NASA researchers are figuring out a way to get the Mars Rover Curiosity to start digging for samples again. Between 2013 to 2015, Curiosity used its drill to collect samples from the Martian surface fifteen times. The bit was extended with a feed mechanism within the drill, which stopped functioning regularly in 2016. In December 2016, NASA halted Curiosity's trek up a hill to troubleshoot the drill, but the problem cropped up again after the engineers thought that they had fixed the problem.
On 17 October 2017, the Rover's team cautiously touched the bit to the Martian surface, and moved it sideways to measure the forces on the bit through a sensor on the arm. The sensor in question may help Curiosity regain its ability to drill and collect samples from beneath the surface of Mars, without the use of the feed mechanism. A close twin of the Curiosity Rover, on Earth is being used to test the feasibility of using the drill by only using the sensor. The sensor was originally developed to stop operations of the drill for an entire day on the detection of unusually large forces.
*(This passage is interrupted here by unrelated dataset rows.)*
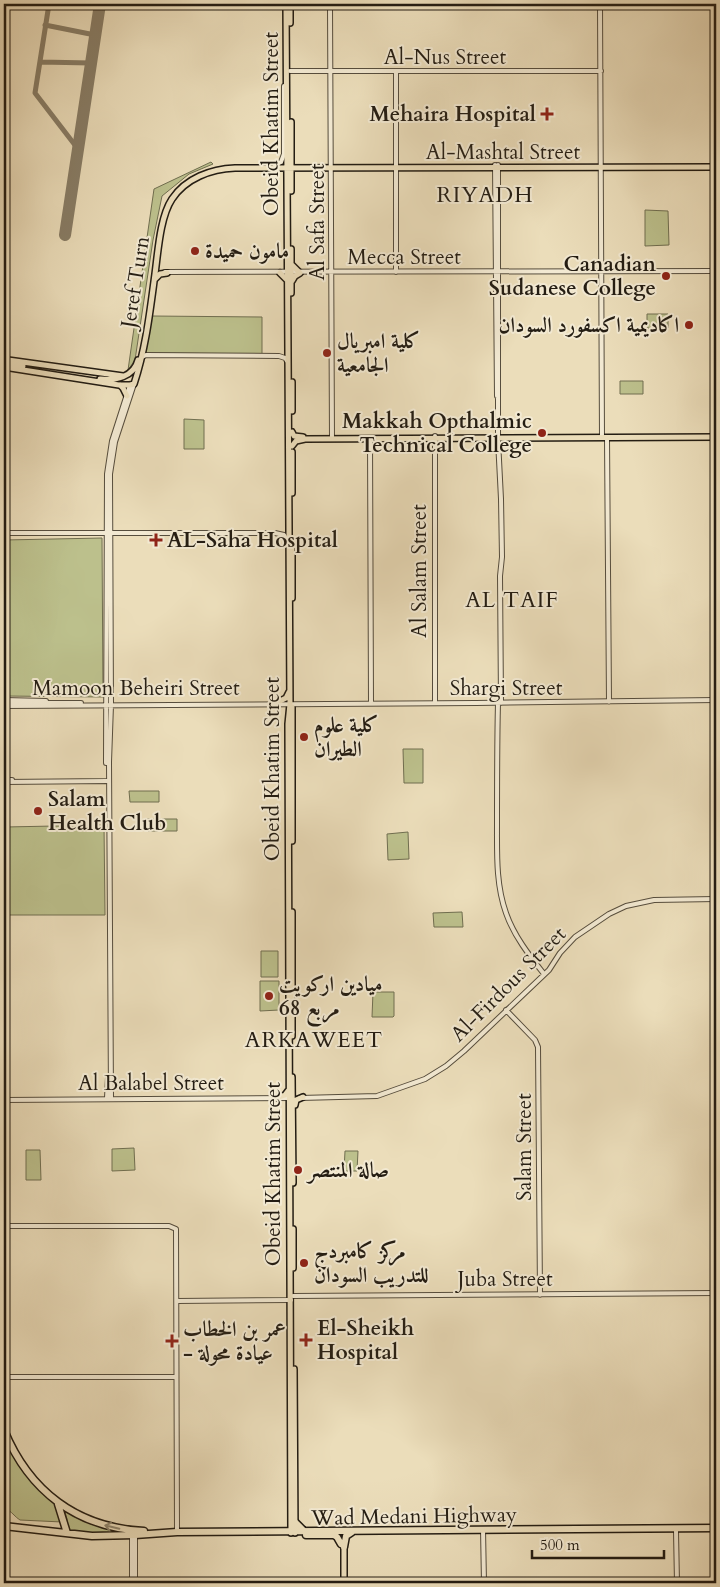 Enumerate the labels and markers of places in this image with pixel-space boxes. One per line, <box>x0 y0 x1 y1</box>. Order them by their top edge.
place label: Mehaira Hospital <box>369 100 536 129</box>
marker: Mehaira Hospital <box>540 107 554 121</box>
place label: مامون حميدة <box>205 237 289 266</box>
marker: مامون حميدة <box>189 245 201 257</box>
place label: Canadian Sudanese College <box>489 250 656 303</box>
marker: Canadian Sudanese College <box>660 270 672 282</box>
place label: اكاديمية اكسفورد السودان <box>498 311 679 340</box>
marker: اكاديمية اكسفورد السودان <box>683 319 695 331</box>
place label: كلية امبريال الجامعية <box>337 327 420 380</box>
marker: كلية امبريال الجامعية <box>321 347 333 359</box>
place label: Makkah Opthalmic Technical College <box>342 407 532 460</box>
marker: Makkah Opthalmic Technical College <box>536 427 548 439</box>
place label: AL-Saha Hospital <box>167 526 338 555</box>
marker: AL-Saha Hospital <box>149 533 163 547</box>
place label: كلية علوم الطيران <box>314 711 379 764</box>
marker: كلية علوم الطيران <box>298 731 310 743</box>
place label: Salam Health Club <box>48 785 166 838</box>
marker: Salam Health Club <box>32 805 44 817</box>
place label: ميادين اركويت مربع 68 <box>279 970 382 1027</box>
marker: ميادين اركويت مربع 68 <box>263 990 275 1002</box>
place label: صالة المنتصر <box>305 1156 389 1185</box>
marker: صالة المنتصر <box>292 1164 304 1176</box>
place label: مركز كامبردج للتدريب السودان <box>314 1237 428 1290</box>
marker: مركز كامبردج للتدريب السودان <box>298 1257 310 1269</box>
place label: El-Sheikh Hospital <box>317 1314 414 1367</box>
place label: عمر بن الخطاب - عيادة محولة <box>183 1315 286 1368</box>
marker: El-Sheikh Hospital <box>299 1333 313 1347</box>
marker: عمر بن الخطاب - عيادة محولة <box>165 1334 179 1348</box> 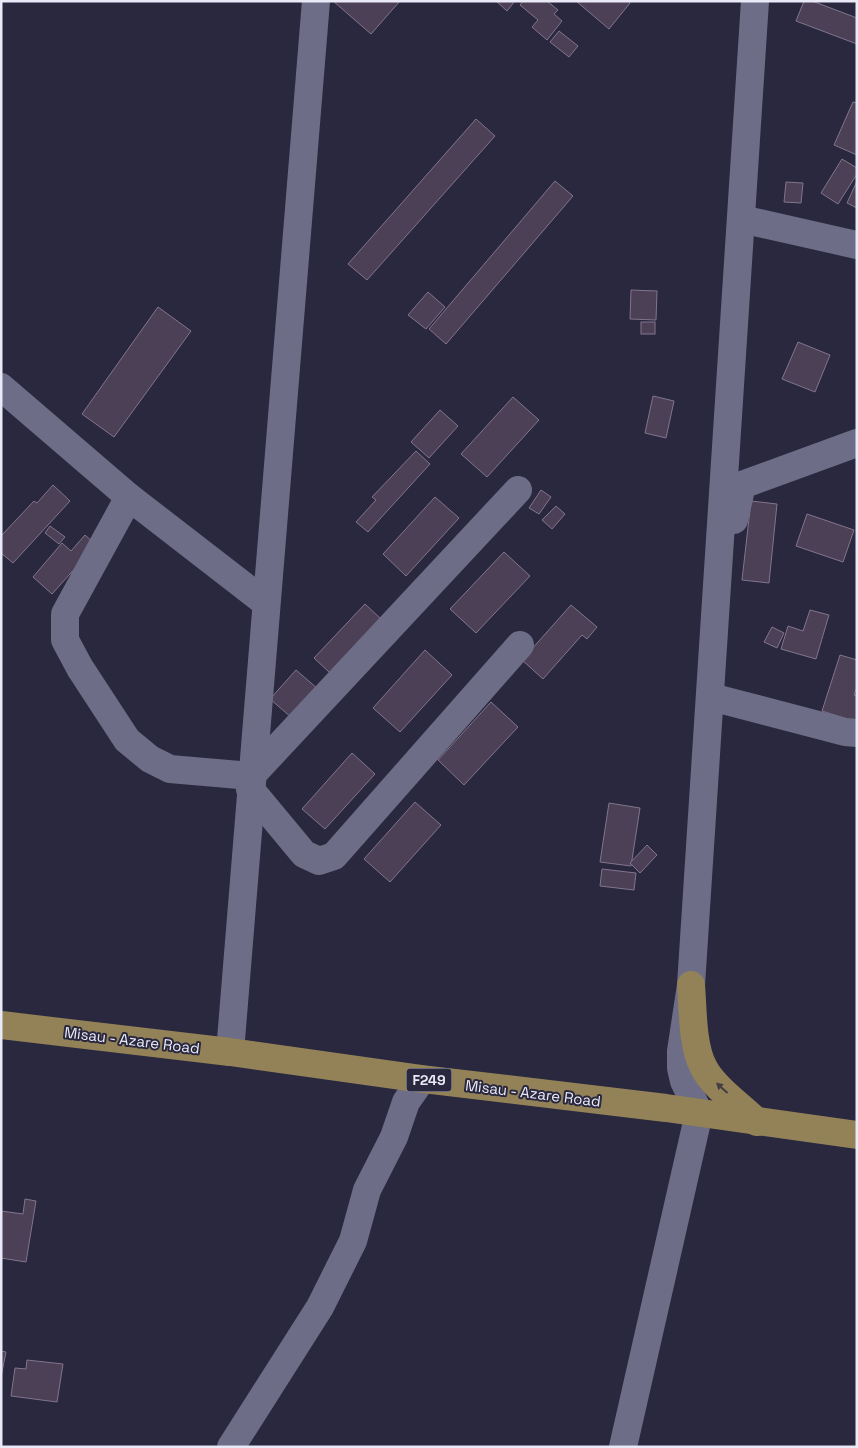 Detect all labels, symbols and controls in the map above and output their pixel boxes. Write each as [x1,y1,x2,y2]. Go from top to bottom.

Deputy Project Manager Steve Lee, from NASA's Jet Propulsion Laboratory (JPL) says, "The development work and testing here at JPL has been promising. The next step is to assess the force/torque sensor on Mars. We've made tremendous progress in developing feed-extended drilling, using the Rover's versatile capabilities beyond the original design concepts. While there are still uncertainties that may complicate attempts to drill on Mars again, we are optimistic."
The drill has been a problem for scientists even when it was working, as it has the potential to contaminate the Red Planet with microbes from Earth, if it encounters water during its drilling. Irrespective of whether Curiosity manages to use its drill again, NASA's InSight mission which is to be launched in 2018 will be equipped with a drill that will reach far into the interiors of Mars to a degree never explored before.